Wolt-Lieferdienst: „Das funktioniert nur mit uns Ausländern“
Ein Mittwochnachmittag Ende Mai, 22 Grad. Auf der Wiener Einkaufsmeile Mariahilfer Straße tratschen Jugendliche über erbeutete Schnäppchen, Tourist:innen genießen ihre Eisbecher und alle scheinen sich irgendwie zu freuen, dass es endlich warm wird. Einer nicht. „Sonne ist immer schlecht“, brummt Rana* und blinzelt durch die Baumkrone in den wolkenlosen Himmel.
Rana ist Mitte 30, hat pechschwarzes Haar und liegt gelangweilt auf seinem E-Roller. In Afghanistan hatte Rana seine eigene Metzgerei betrieben, hierzulande fährt er seit einem Jahr für die Zustellplattform Wolt Pizza, Cola, Katzenfutter oder Klopapier aus. Eigentlich, denn seit 30 Minuten lungert er hier im Schatten herum und wartet auf den nächsten Auftrag. Rana kommt die Warterei teuer.

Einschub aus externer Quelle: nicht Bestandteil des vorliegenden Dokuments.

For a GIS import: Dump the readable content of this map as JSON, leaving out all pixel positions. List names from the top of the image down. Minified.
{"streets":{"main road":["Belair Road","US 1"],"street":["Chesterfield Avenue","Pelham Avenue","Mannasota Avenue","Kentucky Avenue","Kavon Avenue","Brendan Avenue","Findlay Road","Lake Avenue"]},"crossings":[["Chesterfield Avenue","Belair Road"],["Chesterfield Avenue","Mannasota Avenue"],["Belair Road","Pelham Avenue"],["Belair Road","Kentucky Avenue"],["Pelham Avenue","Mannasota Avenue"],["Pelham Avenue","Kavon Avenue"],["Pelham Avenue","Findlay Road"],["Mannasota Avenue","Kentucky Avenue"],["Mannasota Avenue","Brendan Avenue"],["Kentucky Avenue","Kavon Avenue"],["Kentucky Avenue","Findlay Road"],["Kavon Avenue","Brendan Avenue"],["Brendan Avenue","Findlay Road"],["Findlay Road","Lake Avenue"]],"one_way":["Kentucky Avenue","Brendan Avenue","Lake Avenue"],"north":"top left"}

Die Plattform im türkisblauen Design ist ein Tochterunternehmen des US-Konzerns Doordash und neben Lieferando (orange) und Foodora (pink) seit 2023 der dritte größere Anbieter auf dem österreichischen Essenszustellmarkt. Wer verstehen will, wie Wolts Geschäftsmodell funktioniert und wieso Fahrer wie Rana die Sonne fürchten, wirft am besten einen Blick in den Konzernbericht.

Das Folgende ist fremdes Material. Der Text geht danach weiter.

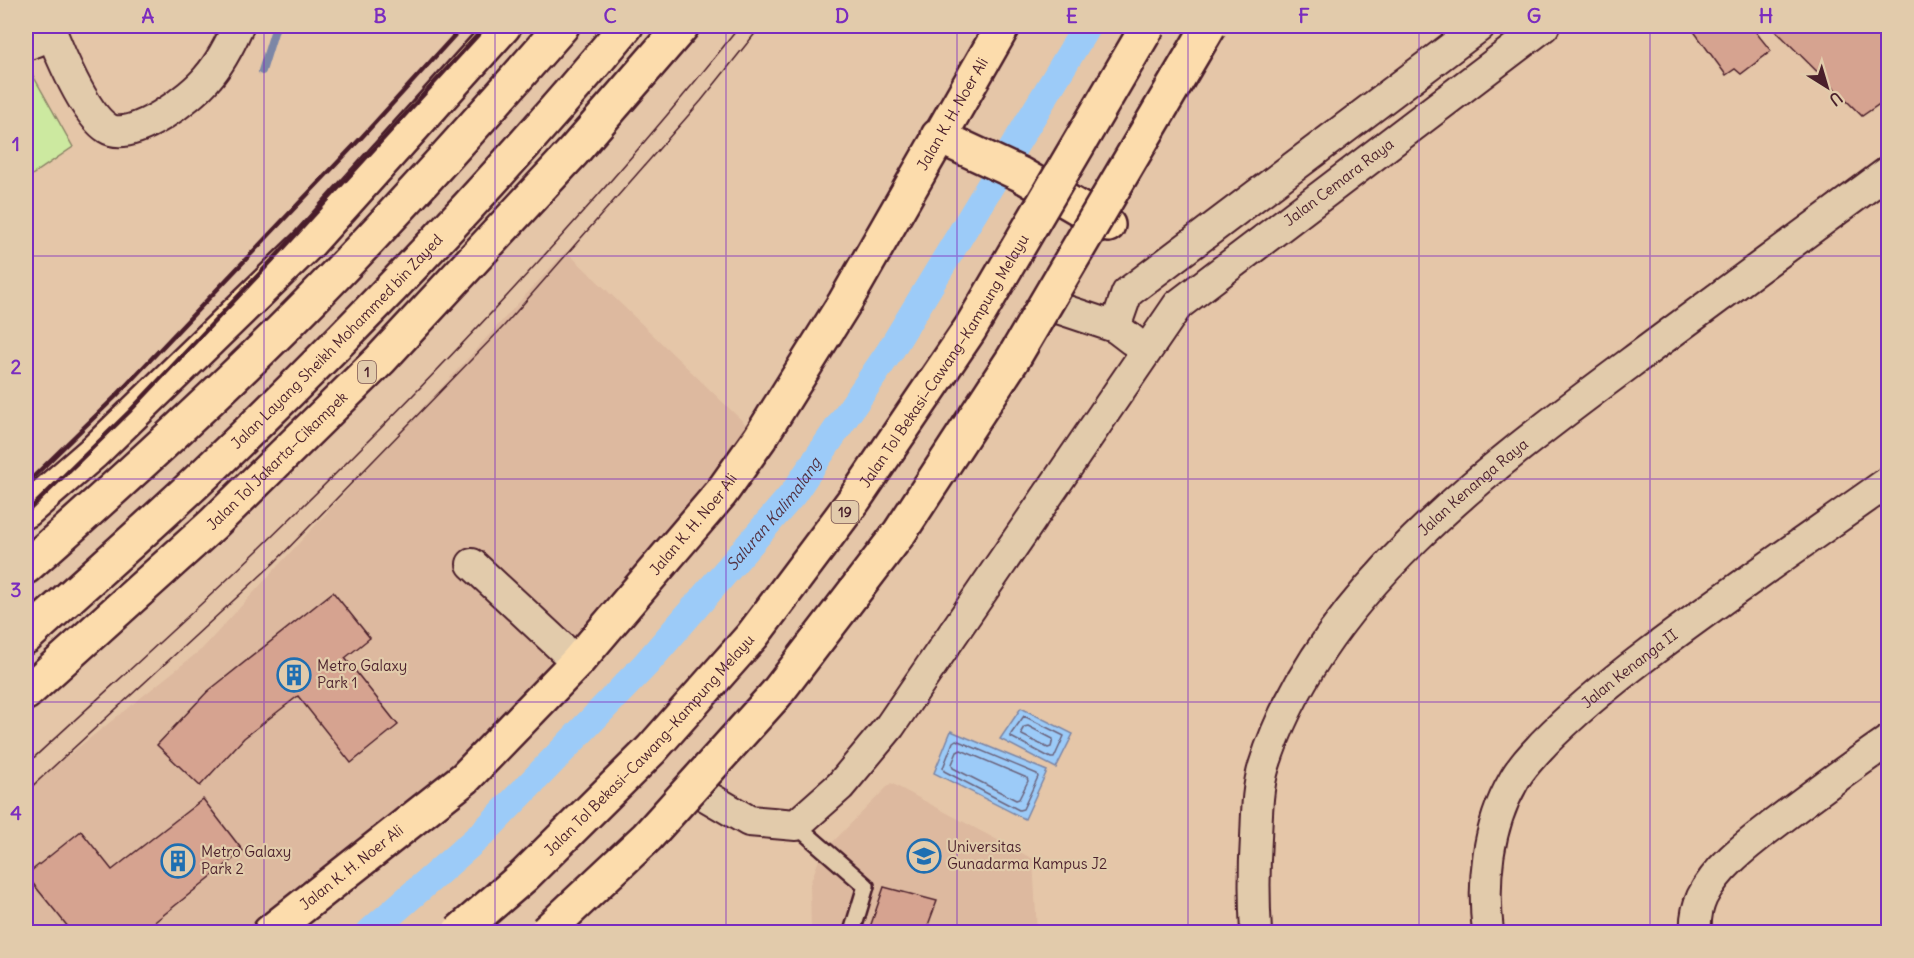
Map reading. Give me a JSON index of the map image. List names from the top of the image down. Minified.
{"streets":{"main road":["Jalan K. H. Noer Ali","Jalan Layang Sheikh Mohammed bin Zayed","Jalan Tol Bekasi–Cawang–Kampung Melayu","1","Jalan Tol Jakarta–Cikampek","19"],"street":["Jalan Cemara Raya","Jalan Kenanga Raya","Jalan Kenanga II"]},"water":["Saluran Kalimalang"],"places":{"building":["Metro Galaxy Park 1","Metro Galaxy Park 2"],"school or university":["Universitas Gunadarma Kampus J2"]},"north":"bottom right","grid":{"columns":["A","B","C","D","E","F","G","H"],"rows":["1","2","3","4"]}}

Darin heißt es einerseits, dass man „unvorteilhafte Medienberichte in Bezug auf unser Geschäftsmodell“ tunlichst vermeiden möchte, und andererseits, dass man in finanzielle Schwierigkeiten gerate, sollten Länder arbeitsrechtlich nachschärfen. Konkret könnten Forderungen nach „sozialer Sicherheit“, „gewerkschaftliche Organisierung“ und die „Einstufung von Fahrer:innen als Arbeitnehmer:innen“ für die Doordash-Unternehmen „nachteilige Auswirkungen auf das Geschäftsmodell, Finanzlage und Umsätze“ haben.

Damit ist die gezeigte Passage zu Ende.